Start of Block

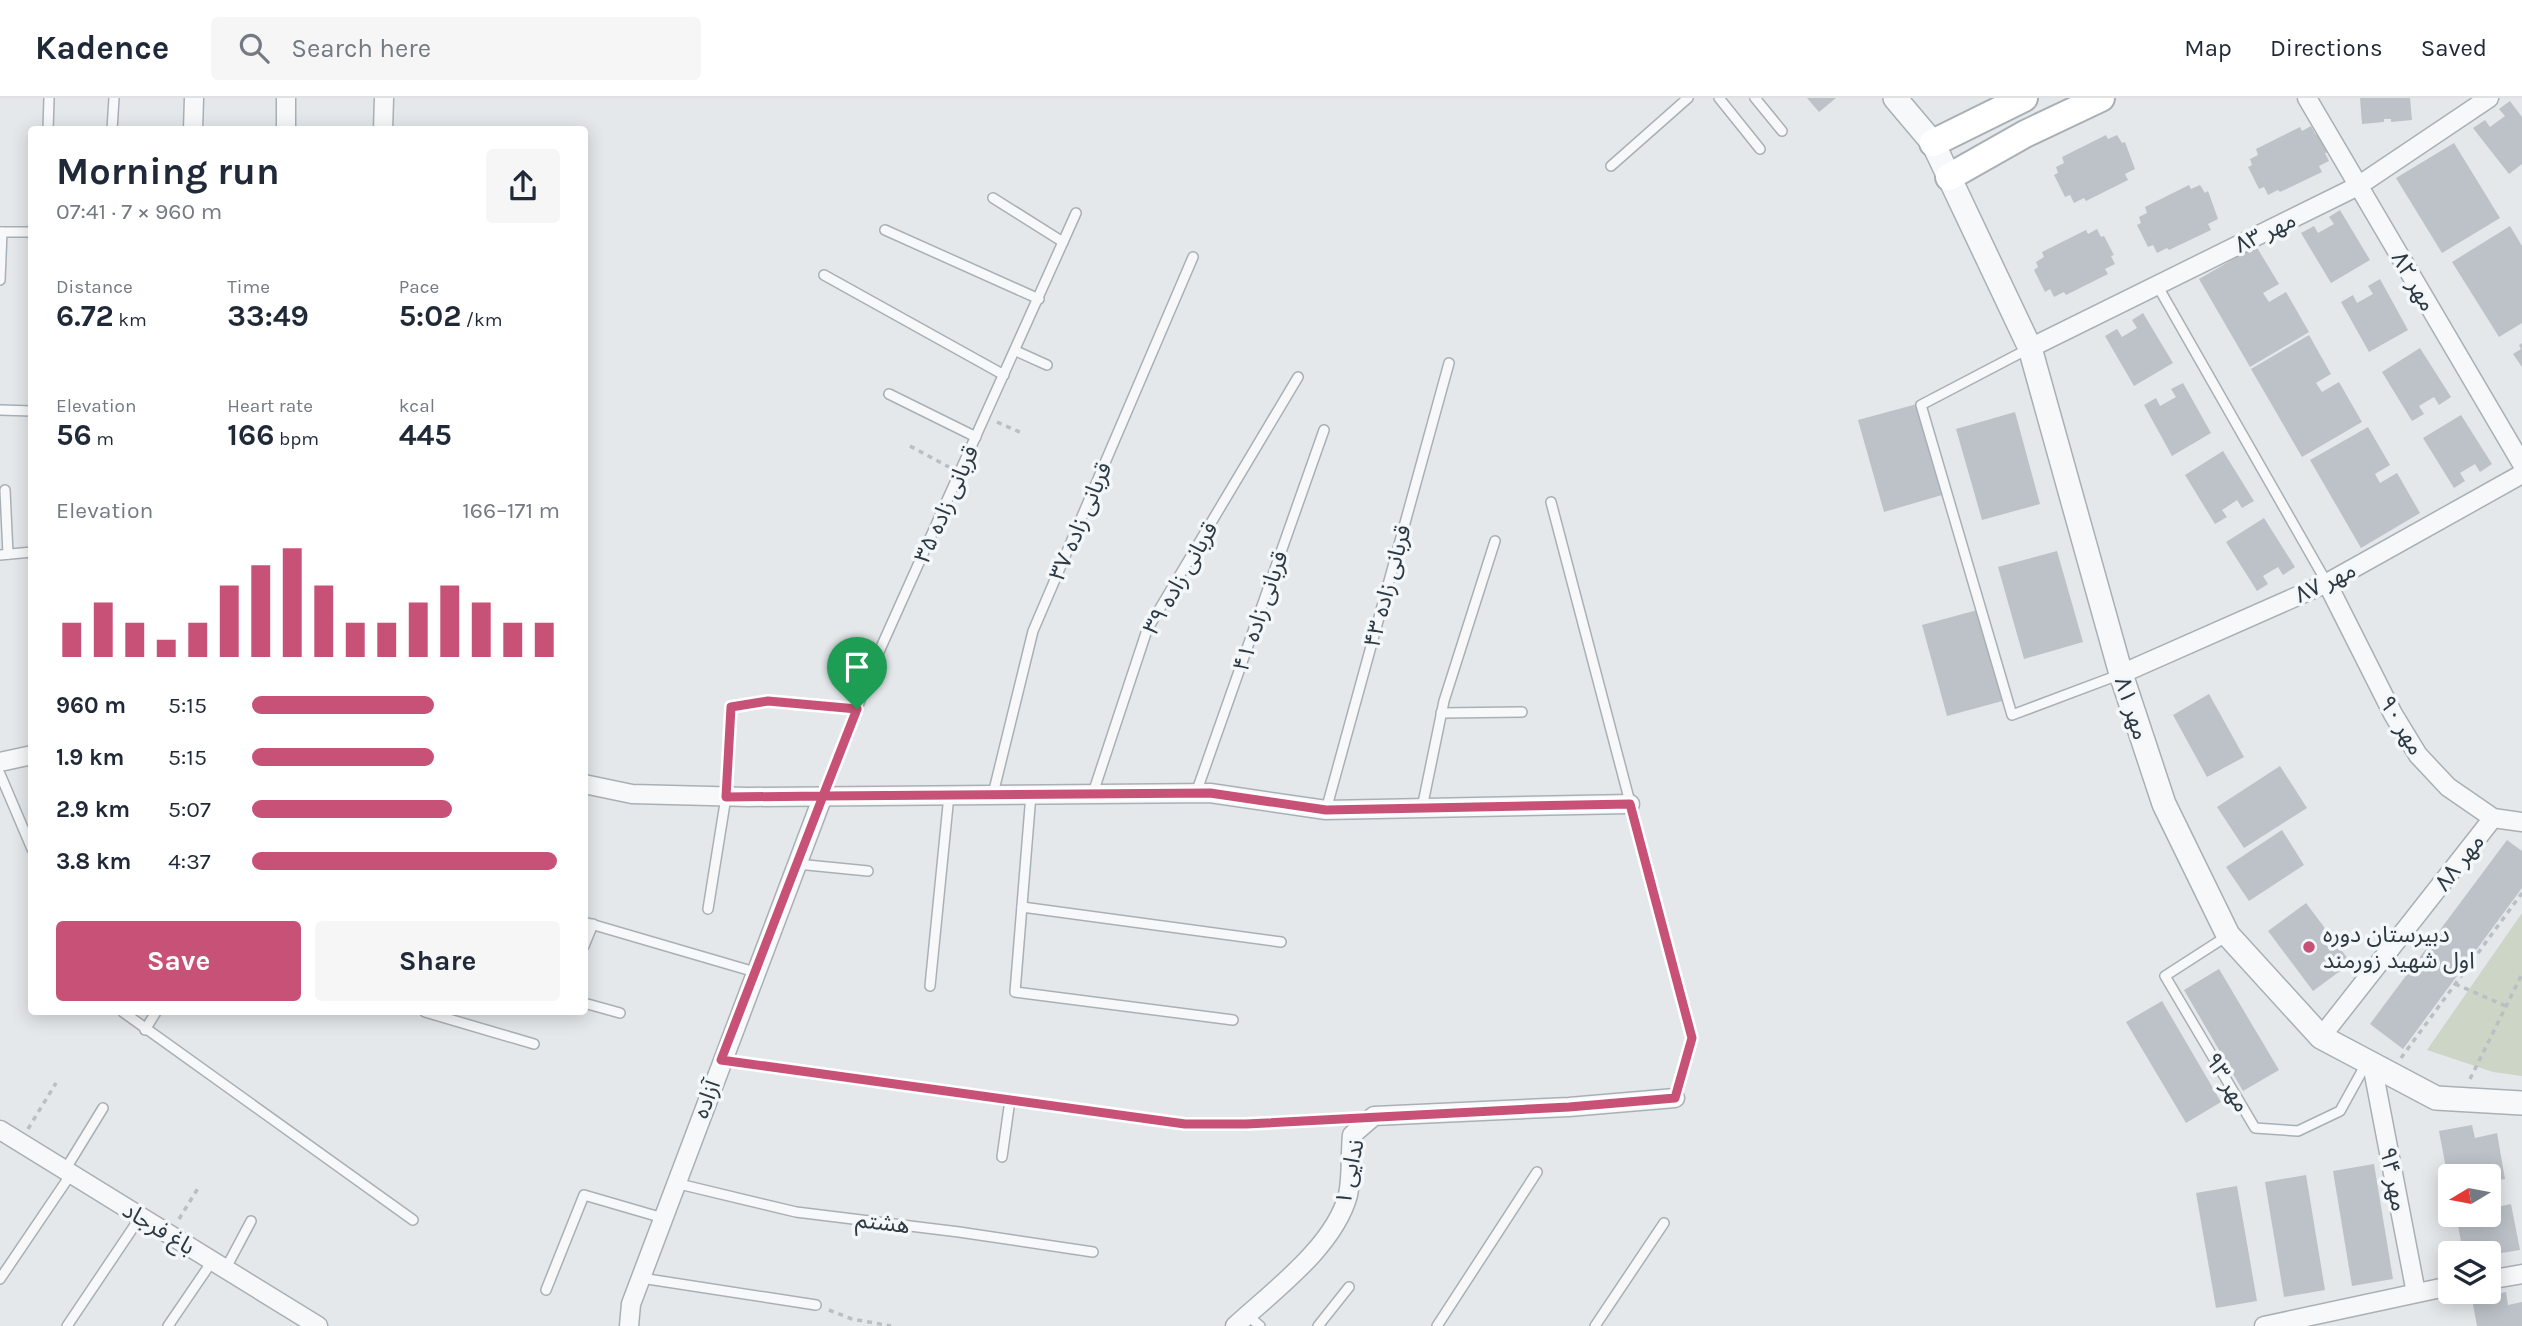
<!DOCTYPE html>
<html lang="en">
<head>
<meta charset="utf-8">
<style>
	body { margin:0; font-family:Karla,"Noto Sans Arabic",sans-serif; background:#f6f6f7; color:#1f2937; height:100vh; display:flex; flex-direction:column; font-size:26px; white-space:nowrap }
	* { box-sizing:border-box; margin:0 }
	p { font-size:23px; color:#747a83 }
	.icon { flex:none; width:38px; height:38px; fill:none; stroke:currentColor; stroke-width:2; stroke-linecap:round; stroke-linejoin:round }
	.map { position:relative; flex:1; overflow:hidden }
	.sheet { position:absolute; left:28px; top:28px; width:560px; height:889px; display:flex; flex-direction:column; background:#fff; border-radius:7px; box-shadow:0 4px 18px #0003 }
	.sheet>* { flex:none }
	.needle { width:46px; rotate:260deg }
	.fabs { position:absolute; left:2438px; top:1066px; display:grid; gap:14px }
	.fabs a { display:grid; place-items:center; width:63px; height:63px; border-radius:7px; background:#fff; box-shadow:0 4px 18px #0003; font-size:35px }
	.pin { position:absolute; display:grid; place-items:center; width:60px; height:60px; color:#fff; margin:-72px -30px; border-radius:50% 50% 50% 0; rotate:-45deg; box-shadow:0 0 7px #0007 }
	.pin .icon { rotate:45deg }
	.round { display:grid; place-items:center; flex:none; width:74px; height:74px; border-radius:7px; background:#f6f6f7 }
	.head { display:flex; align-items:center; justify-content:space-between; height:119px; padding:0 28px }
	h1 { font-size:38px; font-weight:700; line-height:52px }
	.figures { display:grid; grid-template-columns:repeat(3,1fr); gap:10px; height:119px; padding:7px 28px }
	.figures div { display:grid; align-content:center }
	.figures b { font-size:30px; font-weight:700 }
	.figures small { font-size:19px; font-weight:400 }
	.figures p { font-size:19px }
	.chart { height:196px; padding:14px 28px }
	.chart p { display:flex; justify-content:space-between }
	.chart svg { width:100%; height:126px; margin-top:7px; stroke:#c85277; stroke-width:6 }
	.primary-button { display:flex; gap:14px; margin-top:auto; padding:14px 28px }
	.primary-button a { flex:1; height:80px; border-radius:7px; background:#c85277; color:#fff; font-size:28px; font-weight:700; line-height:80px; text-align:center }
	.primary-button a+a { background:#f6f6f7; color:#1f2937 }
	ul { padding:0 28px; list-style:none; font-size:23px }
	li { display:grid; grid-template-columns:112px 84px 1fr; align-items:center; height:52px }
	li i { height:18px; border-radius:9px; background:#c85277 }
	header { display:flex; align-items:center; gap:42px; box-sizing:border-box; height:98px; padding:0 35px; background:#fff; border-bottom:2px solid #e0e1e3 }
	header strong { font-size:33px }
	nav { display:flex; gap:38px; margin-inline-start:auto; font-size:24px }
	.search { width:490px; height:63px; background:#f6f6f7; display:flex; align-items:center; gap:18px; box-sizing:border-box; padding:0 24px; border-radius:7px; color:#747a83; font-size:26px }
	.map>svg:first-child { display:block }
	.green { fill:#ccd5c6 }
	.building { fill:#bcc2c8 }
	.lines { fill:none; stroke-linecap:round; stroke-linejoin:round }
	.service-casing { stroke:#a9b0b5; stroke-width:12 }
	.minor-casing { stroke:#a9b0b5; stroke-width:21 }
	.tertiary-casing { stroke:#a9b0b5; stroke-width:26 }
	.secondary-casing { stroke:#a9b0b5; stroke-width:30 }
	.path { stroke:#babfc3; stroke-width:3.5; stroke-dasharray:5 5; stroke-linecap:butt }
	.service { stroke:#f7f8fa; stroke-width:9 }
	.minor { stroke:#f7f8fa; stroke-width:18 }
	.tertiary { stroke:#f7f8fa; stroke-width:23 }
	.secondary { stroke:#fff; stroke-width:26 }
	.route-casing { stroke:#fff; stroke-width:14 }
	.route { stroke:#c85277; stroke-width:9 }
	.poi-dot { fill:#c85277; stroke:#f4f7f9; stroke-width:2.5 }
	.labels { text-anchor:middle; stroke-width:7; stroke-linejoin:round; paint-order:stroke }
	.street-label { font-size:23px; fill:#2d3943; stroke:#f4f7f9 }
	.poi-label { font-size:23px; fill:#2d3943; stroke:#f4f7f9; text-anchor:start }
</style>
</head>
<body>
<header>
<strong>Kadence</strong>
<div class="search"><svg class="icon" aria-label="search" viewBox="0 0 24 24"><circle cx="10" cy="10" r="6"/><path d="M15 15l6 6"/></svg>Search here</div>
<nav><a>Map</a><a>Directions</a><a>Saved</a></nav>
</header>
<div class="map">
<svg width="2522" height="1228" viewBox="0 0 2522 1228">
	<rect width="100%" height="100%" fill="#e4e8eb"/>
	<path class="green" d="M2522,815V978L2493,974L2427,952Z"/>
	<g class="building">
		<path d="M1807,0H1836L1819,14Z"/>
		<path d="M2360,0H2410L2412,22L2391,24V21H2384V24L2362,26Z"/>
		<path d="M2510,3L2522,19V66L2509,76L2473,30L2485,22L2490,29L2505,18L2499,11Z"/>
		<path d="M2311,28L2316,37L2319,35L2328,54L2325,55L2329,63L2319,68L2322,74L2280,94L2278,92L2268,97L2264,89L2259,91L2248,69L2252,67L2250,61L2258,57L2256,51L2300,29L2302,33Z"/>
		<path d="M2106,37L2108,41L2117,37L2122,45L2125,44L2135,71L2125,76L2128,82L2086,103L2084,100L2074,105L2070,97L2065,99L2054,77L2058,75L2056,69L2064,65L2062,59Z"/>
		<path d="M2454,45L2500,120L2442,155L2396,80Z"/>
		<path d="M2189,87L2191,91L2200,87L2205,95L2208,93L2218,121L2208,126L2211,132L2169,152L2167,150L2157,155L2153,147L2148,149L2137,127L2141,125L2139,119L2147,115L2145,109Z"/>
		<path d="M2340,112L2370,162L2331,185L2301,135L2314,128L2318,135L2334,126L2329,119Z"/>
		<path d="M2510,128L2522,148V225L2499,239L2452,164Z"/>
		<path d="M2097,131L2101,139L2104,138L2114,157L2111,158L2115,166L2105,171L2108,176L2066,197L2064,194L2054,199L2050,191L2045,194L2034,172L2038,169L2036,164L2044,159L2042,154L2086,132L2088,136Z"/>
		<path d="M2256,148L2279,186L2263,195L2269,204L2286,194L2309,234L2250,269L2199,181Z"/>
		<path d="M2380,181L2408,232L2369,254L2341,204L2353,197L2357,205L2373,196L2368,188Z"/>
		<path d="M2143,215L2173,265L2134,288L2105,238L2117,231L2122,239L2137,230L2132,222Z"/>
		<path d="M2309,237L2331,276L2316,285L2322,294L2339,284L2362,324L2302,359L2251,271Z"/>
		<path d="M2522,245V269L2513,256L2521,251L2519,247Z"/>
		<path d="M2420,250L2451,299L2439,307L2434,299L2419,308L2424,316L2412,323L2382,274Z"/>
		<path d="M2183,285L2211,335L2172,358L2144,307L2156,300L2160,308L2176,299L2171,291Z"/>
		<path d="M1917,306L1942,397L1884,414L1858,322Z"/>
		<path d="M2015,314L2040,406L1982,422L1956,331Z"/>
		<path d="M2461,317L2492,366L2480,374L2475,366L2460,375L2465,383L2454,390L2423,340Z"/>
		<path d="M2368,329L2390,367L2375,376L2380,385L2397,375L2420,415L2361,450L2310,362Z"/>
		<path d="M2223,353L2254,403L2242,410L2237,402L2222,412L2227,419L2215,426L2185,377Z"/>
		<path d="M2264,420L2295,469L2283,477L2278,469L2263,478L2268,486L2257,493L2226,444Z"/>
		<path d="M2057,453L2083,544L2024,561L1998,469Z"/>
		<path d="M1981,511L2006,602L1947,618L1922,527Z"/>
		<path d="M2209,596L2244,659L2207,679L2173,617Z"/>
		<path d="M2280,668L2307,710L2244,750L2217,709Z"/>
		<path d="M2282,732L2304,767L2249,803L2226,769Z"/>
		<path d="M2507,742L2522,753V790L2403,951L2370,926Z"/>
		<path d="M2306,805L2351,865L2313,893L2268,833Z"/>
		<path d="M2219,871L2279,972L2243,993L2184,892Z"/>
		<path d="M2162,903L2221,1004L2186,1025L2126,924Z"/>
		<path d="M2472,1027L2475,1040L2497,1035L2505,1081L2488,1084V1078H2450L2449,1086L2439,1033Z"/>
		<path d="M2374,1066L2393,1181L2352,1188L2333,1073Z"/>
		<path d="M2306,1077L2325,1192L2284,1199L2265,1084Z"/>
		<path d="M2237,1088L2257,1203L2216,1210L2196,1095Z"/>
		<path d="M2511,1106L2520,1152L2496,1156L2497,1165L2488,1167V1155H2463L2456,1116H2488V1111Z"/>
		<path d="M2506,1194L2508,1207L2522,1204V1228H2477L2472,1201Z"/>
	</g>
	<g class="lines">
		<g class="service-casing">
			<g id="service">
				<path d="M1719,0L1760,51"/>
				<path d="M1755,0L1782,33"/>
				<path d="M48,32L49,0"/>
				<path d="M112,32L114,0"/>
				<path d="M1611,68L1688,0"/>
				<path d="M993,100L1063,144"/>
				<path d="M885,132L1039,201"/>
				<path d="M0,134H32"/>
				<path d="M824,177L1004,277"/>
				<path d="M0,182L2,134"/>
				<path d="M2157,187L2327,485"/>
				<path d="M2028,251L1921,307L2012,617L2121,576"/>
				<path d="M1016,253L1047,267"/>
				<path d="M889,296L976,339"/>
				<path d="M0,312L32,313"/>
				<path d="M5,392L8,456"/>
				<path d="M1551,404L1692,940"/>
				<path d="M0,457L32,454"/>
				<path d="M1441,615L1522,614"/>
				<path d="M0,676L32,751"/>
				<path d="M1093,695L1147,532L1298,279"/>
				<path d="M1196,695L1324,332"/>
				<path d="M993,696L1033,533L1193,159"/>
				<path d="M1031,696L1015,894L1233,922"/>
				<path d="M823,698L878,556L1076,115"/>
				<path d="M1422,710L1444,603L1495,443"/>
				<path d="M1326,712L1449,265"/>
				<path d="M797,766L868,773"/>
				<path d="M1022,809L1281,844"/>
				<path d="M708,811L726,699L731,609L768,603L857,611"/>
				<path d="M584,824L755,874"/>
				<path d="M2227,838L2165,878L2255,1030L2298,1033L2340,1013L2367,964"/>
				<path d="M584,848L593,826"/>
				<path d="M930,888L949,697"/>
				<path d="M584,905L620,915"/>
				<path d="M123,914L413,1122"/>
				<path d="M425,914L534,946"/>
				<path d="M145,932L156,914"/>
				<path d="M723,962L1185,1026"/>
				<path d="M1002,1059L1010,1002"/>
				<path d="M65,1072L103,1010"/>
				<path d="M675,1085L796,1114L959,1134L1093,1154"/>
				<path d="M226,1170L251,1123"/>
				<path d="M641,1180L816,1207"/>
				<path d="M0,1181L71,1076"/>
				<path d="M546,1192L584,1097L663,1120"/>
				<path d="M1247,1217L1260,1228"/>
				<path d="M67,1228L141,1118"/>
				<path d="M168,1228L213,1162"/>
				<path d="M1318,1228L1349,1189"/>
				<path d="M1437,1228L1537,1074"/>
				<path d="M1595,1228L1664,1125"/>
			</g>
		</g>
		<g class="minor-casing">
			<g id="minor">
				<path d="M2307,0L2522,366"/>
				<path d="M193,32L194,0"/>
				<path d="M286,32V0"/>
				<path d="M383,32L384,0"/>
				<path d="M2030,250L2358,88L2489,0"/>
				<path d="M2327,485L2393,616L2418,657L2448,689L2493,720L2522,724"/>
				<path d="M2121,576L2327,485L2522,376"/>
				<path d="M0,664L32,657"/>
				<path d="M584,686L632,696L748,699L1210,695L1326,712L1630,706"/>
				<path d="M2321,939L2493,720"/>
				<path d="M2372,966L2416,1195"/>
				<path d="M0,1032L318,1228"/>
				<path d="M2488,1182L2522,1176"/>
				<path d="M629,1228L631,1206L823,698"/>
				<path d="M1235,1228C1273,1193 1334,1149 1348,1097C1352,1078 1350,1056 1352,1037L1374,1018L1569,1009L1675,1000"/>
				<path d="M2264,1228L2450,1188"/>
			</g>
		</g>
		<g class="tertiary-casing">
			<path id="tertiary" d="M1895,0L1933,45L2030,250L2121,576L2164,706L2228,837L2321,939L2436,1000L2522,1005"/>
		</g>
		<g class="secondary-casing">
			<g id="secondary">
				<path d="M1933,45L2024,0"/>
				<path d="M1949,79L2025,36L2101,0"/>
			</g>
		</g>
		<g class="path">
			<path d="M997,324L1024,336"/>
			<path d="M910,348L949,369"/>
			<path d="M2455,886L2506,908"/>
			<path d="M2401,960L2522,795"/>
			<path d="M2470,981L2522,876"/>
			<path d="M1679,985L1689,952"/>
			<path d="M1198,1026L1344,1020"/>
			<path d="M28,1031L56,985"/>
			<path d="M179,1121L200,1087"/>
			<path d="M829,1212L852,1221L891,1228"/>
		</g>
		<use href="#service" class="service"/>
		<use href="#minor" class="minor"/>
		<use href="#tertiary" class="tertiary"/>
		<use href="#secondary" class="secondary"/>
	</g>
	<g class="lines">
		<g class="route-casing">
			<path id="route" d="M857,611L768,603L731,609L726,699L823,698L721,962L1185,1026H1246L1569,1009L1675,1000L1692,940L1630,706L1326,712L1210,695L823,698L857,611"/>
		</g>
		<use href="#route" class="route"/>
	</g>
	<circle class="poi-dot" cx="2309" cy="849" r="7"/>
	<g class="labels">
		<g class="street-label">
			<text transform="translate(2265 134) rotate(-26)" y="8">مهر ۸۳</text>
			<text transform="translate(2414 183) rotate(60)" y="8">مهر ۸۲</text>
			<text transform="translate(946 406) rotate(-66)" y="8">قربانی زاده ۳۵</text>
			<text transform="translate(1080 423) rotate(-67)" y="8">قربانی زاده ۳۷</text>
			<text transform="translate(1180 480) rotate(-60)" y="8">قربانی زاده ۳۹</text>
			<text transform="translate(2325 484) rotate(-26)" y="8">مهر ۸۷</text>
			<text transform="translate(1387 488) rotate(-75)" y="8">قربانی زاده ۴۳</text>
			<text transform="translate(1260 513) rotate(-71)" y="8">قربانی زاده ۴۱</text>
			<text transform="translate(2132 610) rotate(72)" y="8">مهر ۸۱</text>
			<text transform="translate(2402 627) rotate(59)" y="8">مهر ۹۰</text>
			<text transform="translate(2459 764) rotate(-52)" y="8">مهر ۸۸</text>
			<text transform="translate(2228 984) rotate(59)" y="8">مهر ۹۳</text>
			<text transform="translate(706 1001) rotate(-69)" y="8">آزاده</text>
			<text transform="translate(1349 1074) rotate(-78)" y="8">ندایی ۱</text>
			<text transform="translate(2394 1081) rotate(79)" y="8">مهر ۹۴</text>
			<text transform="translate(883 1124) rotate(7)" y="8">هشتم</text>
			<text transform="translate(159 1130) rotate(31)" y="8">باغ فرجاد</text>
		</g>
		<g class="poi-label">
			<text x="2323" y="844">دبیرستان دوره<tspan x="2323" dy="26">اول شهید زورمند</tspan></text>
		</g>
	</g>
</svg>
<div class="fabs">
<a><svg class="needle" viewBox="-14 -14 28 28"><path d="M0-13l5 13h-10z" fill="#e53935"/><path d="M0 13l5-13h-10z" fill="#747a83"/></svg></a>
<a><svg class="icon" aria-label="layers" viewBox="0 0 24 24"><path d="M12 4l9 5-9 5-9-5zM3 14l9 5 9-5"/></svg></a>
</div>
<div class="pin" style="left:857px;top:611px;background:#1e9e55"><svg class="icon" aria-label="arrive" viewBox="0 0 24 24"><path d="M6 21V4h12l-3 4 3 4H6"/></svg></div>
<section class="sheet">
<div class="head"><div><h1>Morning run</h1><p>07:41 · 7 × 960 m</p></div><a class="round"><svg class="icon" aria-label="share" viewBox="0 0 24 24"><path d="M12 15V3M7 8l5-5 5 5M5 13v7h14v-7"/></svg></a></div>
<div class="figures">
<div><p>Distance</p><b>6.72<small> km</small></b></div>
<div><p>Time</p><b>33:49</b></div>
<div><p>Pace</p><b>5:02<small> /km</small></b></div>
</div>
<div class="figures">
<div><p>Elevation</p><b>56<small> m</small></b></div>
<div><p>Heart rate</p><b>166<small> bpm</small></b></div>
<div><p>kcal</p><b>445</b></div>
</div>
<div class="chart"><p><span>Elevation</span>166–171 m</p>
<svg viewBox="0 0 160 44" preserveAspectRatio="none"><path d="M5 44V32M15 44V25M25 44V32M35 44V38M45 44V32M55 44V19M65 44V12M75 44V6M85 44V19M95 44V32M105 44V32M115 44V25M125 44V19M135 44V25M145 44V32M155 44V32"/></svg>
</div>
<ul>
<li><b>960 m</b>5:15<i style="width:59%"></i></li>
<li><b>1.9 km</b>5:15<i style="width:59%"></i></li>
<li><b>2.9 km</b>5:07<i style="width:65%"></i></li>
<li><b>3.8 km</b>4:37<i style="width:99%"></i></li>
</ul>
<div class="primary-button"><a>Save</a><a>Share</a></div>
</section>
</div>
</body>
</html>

End of Block

Write out again, exactly, the lines from the start of the listing up to the line containing "position:relative; flex:1; overflow:hidden", with both ends and without pictures.

SOLUTION FOR THIS EXERCISE:
<!DOCTYPE html>
<html lang="en">
<head>
<meta charset="utf-8">
<style>
	body { margin:0; font-family:Karla,"Noto Sans Arabic",sans-serif; background:#f6f6f7; color:#1f2937; height:100vh; display:flex; flex-direction:column; font-size:26px; white-space:nowrap }
	* { box-sizing:border-box; margin:0 }
	p { font-size:23px; color:#747a83 }
	.icon { flex:none; width:38px; height:38px; fill:none; stroke:currentColor; stroke-width:2; stroke-linecap:round; stroke-linejoin:round }
	.map { position:relative; flex:1; overflow:hidden }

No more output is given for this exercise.